日本の文化の形成にも一役買った
ミルチの印象的なパッケージデザインは、時代ごとにマイナーチェンジしつつも大枠は現在に至るまで変わっていない。
「発売時、デザインにはかなりこだわったという記録が残っています。高級に作りすぎても、安く作りすぎてもいけないということを意識し、このようなデザインにたどり着いたそうです」
特に、1966〜2009年までのデザインは、グラフィックデザイナーの亀倉雄策氏によるもの。1964年開催の東京五輪のロゴを手がけるなど、戦後日本のグラフィックデザインにおけるパイオニア的存在だ。
また、歴代パッケージの中には、唯一赤いカラーのデザインがある。
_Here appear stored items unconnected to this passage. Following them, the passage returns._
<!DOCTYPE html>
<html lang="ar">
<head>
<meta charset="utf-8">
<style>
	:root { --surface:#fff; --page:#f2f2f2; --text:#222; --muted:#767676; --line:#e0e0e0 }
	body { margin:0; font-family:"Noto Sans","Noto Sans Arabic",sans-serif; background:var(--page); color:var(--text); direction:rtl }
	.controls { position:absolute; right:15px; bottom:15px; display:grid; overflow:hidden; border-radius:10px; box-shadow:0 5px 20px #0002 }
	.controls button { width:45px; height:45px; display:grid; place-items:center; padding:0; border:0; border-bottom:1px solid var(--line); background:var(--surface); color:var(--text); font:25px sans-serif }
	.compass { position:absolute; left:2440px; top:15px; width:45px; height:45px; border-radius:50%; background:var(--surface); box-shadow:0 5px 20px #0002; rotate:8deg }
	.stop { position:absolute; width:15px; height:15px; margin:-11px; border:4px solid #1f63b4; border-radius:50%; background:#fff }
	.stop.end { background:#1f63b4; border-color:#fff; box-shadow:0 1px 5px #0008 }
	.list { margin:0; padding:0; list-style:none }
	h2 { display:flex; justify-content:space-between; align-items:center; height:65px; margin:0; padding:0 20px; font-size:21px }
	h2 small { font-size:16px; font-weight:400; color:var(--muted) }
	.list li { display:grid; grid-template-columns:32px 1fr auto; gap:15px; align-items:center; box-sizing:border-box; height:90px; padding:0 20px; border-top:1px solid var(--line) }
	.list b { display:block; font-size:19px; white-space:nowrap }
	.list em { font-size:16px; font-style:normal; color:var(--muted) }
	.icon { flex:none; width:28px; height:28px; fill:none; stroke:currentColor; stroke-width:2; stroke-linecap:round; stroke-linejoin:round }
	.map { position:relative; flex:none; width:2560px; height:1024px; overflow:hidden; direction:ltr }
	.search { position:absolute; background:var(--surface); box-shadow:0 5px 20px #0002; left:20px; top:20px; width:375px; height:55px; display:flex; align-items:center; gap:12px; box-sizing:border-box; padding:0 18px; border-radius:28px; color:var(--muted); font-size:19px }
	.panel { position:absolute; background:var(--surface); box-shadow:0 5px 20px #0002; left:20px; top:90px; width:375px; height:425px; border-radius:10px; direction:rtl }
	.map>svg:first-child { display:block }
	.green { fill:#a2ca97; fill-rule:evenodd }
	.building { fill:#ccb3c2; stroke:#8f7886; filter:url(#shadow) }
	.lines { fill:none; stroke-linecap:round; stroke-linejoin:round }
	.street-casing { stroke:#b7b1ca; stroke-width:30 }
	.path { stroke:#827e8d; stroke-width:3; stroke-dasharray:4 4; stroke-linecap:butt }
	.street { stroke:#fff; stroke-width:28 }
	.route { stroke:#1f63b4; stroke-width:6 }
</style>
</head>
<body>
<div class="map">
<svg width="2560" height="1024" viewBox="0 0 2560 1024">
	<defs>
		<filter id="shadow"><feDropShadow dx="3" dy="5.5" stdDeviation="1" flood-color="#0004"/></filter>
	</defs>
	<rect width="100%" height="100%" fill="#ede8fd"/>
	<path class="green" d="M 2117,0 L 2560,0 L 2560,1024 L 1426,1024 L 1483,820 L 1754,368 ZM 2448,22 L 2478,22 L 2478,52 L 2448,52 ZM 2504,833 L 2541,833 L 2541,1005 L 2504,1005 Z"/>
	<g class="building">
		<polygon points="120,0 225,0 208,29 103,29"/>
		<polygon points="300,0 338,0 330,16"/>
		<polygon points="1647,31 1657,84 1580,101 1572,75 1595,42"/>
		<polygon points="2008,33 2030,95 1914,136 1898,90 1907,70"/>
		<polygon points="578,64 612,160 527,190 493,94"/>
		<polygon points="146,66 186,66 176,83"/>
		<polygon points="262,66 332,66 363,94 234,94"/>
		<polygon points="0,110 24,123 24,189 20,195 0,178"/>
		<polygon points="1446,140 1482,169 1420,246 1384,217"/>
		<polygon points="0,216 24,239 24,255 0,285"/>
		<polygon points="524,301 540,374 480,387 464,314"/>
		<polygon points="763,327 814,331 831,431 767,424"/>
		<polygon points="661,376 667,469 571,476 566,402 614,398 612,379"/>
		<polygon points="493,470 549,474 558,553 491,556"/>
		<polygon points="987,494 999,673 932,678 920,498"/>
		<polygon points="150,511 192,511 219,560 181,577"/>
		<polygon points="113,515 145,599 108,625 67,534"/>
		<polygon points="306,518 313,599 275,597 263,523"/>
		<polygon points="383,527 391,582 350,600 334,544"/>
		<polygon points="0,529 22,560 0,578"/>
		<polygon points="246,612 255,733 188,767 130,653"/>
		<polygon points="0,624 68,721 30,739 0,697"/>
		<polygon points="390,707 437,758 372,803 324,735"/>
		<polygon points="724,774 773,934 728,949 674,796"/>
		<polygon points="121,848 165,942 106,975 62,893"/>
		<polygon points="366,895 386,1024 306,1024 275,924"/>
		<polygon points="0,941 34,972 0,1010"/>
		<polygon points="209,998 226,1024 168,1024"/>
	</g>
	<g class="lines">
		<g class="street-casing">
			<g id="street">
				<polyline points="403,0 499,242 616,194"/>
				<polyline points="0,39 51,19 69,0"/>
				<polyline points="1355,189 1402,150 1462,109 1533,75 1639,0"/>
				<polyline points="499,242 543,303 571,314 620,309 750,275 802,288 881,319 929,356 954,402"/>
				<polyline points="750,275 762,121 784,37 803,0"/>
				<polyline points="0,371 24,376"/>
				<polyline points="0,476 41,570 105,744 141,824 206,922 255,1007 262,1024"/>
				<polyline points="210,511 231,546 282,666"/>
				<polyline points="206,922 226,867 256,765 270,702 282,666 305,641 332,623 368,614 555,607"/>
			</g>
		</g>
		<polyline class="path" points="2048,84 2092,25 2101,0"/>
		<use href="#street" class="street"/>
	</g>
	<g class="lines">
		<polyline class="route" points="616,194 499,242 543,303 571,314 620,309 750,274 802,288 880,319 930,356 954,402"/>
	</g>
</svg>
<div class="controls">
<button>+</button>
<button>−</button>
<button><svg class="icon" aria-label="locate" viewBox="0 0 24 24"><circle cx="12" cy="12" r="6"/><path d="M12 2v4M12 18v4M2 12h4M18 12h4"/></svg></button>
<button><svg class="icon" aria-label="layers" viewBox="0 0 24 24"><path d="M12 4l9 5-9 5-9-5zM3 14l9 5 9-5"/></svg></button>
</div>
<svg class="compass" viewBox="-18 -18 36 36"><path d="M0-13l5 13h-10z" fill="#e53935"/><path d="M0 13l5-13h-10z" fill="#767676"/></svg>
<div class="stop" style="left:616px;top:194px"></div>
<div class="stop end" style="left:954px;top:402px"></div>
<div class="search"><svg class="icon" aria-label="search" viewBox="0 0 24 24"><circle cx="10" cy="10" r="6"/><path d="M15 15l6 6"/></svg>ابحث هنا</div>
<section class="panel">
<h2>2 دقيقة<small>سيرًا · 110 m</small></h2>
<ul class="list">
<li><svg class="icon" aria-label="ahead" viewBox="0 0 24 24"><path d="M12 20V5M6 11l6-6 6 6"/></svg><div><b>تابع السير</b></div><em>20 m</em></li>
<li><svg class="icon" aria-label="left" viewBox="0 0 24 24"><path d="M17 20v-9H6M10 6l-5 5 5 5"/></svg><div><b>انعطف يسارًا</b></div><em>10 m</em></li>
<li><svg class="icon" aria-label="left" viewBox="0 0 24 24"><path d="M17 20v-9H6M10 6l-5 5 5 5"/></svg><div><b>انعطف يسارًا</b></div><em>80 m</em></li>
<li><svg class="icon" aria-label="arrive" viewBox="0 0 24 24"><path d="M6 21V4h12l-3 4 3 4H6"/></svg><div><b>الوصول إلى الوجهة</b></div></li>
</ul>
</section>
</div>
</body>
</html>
第2次世界大戦によって一時的に販売を中止していたミルチの販売が再開される際に採用されたのがこのデザインだ。
「パッケージの裏面には『明治チョコレートは最高の原料を用いて、少しの不純物も混ざっておりません』という文章が記載されています。戦争が終わり、ミルチの発売が再開された喜びを表したと思われます」
現在、99周年企画を絶賛展開中のミルチだが、これまでも数多くのキャンペーンを実施している。古くは戦前に「百点賞付のチョコレート」なる企画が実施されていた。
「ミルチの包み紙の裏に点数が印字されており、100点分を集めてお菓子屋さんへ持っていくと、ミルチや明治キャラメルに交換できるというキャンペーンをしていたようです。昭和期に発行していた『スヰート』という社内報にその記録が残っています」
さらに『明治製菓40年小史』によると、このキャンペーンが及ぼした影響について興味深い話が残されている。
昭和13(1938)年9月8日の「東京朝日新聞」朝刊に、戦争に行った父親が息子のために慰問袋からチョコレートの包装紙を集めたという話が掲載された。具体的な社名の記載はなかったが、恐らく明治製菓のキャンペーンだと思われる。
この美談はたちまち世間に広まり、東宝映画が『チョコレートと兵隊』というタイトルで映画化した。ミルチは大衆文化の一端も担ったのだ。